Heads jerked up to the throne, then most bowed and before the king could object, the stranger danced down the steps in light strides. The summer yellow dress on her body highlighted the wild red hair and the brown eyes sparkled with life Salia had never seen before. This woman looked like someone who had never seen the world out there, and she seemed to stop at nothing as she threw her arms around Salia’s neck.
“We shouldn’t treat a hero like this. She may look a little changed, but she’s still no different from us!” She broke away from Salia slightly. “Father, don’t you think the higher powers are trying to tell us something by passing the spear to someone who would otherwise be hunted?”
She didn’t know that there were dead people outside the palace. She had no idea what kind of monster lurked inside Salia. Instead, she simply spoke as if she knew about the suffering of those who were perishing out there.
The tightness in Salia’s chest flamed. Simultaneously, she raised her hand, ready to snap the neck of this stranger – the princess. But she barely reached the woman’s waist-length hair as she turned to her, presenting a radiant smile as her father gasped.
“I am one of yours,” she brought to her lips, loud enough for everyone to hear. “We all are. We are all part of the same path and all part of the same species. Some have merely been blessed with different weapons.”
The warmth emanating from this stranger faded as she broke away from Salia and took a few steps back. Hands clasped behind her back, she spun once in a circle with a flourish so that her dress fluttered like a bell across the red carpet.

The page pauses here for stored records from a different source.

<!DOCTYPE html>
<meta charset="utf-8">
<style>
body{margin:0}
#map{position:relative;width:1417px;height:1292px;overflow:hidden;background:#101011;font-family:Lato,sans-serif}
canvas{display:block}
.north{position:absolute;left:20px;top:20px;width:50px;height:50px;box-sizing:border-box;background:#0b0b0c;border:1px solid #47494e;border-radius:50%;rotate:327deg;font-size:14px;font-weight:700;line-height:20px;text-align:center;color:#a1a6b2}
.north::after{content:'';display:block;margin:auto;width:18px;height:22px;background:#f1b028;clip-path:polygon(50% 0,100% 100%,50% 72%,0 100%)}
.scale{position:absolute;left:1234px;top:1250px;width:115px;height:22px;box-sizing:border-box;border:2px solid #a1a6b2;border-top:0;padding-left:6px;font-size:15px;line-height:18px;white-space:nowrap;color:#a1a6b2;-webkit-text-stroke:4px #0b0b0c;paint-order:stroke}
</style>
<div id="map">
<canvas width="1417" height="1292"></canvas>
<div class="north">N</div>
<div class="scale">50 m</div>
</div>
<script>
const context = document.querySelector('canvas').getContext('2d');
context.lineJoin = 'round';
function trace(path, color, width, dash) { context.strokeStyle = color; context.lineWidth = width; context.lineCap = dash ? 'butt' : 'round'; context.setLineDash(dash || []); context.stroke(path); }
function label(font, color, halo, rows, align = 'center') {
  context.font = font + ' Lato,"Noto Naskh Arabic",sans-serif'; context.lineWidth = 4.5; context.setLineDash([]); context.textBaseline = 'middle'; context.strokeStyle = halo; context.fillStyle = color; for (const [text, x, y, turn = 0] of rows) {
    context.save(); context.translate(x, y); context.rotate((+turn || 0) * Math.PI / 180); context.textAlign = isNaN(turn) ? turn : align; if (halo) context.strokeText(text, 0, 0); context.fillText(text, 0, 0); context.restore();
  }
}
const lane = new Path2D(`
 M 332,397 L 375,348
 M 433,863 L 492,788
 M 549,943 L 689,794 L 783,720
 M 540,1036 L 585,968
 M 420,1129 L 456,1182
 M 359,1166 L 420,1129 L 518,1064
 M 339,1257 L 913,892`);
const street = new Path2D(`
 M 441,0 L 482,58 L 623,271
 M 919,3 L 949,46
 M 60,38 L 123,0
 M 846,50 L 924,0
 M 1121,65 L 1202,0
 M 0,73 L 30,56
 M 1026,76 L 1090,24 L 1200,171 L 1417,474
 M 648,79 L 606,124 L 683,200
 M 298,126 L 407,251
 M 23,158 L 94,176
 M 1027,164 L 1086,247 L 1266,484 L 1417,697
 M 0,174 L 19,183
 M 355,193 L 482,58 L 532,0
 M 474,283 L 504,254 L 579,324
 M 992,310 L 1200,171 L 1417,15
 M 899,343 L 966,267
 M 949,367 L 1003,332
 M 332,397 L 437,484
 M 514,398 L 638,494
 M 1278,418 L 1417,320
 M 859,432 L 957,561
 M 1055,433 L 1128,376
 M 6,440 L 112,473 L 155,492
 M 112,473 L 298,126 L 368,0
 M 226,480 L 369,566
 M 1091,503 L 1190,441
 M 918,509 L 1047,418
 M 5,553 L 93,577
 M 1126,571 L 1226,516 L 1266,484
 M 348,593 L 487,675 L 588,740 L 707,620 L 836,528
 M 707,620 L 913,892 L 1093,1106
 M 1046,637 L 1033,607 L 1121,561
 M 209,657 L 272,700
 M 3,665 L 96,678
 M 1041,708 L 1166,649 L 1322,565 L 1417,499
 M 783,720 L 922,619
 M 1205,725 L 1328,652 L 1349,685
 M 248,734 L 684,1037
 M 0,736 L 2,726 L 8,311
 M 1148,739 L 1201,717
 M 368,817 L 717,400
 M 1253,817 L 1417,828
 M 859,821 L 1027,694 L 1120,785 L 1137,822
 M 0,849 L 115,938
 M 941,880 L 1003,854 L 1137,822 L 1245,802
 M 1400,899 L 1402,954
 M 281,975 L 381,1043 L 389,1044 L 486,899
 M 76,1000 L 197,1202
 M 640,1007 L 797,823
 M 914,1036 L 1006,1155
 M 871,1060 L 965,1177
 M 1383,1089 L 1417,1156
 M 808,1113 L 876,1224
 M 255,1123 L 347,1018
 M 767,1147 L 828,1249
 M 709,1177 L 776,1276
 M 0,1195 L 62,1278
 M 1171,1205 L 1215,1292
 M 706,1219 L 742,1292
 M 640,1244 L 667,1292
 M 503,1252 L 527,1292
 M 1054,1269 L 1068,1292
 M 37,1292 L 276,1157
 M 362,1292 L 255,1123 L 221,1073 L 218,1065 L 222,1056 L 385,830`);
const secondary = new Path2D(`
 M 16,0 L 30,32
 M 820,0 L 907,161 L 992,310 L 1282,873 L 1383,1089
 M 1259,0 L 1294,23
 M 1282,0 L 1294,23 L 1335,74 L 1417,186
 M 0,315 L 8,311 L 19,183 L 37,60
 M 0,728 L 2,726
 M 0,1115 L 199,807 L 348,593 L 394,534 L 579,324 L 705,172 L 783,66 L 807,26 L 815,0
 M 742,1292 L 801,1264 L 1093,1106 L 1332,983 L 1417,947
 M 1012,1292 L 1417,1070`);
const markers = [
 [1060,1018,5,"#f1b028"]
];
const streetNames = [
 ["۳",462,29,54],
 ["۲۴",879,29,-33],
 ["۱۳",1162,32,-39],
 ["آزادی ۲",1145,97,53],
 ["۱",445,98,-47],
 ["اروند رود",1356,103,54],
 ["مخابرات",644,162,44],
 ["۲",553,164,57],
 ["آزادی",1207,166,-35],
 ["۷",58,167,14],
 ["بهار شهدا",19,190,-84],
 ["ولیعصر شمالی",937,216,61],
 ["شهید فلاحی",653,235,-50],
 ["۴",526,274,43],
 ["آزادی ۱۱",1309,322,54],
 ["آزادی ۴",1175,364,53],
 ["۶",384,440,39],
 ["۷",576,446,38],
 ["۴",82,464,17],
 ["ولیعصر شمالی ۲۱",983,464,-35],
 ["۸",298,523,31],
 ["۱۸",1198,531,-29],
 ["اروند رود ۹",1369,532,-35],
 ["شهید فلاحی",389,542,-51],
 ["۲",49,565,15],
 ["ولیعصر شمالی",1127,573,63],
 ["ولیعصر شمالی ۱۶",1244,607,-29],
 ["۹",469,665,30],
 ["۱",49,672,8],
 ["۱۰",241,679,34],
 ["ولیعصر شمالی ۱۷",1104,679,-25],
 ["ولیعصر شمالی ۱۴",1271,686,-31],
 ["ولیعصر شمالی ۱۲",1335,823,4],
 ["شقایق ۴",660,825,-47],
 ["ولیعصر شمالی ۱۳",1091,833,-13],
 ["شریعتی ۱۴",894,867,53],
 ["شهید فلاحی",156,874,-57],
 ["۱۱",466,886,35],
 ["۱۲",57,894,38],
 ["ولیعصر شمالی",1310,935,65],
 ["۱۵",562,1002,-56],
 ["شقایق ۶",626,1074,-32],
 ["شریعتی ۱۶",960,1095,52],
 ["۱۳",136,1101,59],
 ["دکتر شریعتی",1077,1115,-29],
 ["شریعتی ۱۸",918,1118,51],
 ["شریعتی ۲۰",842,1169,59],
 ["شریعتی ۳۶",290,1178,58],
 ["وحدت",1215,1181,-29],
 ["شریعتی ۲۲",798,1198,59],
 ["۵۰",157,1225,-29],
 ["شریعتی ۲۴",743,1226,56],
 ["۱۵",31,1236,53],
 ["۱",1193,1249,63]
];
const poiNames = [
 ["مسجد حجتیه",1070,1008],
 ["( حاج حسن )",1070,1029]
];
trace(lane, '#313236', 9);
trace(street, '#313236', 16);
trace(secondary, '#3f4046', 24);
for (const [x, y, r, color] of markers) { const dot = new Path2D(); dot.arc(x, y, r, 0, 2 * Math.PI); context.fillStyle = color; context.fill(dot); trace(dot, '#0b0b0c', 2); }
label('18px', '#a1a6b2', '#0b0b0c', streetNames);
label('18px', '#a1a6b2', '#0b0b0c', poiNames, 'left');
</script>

“That’s enough!” Only the king’s thunderous voice brought the redhead to a halt. “You don’t know enough about the world outside and even less about the poisonous claws of demons. Be an obedient child and go back into the palace!”
“But father, I hugged that girl and don’t feel like I’ve been poisoned.” She snorted. “Superstition, all superstition!”
It was the first time anyone had stood up for Salia. The first time anyone from the normal humans had stood there to speak out for the demons. Almost as if she had nothing to fear because she didn’t know the hell out there.
And maybe it was a good thing.
She was untainted and pure. A woman who might make a difference, and yet had nothing to say. Her body was so puny and weak that she didn’t even fight back when two soldiers grabbed her and dragged her back inside. She just let it happen, as if her words were only a deaf front behind which she could stand but not defend.
“And you, get out.” Again the king gestured for her to leave, and though Salia’s gaze still lingered on this young woman, she shuffled her feet back a little.
In another life, in a less messed up country, this princess might have been a sign of hope. A person who changed everything. But this life was no different and the glimmer of this woman was suffocated when she allowed herself to be taken away.
There was no more hope for this life.
Slowly, Salia’s gaze fixed on the king again, and her legs came to a stop. Her movements stopped. “I will kill you.”
“What?”
“I will kill you,” Salia repeated her harsh, hopeless tone. “Today, civilisation will fall and you will go with it. Far away into the shallows of Aywotoc.”
She raised the spear.
There was nothing left worth saving. All that remained was the wallowing retribution within her. Seething hatred that was ready to destroy everything that had ever hurt her. It wouldn’t be long before Couvia would be nothing more than a legend. A story that no one was interested in anymore.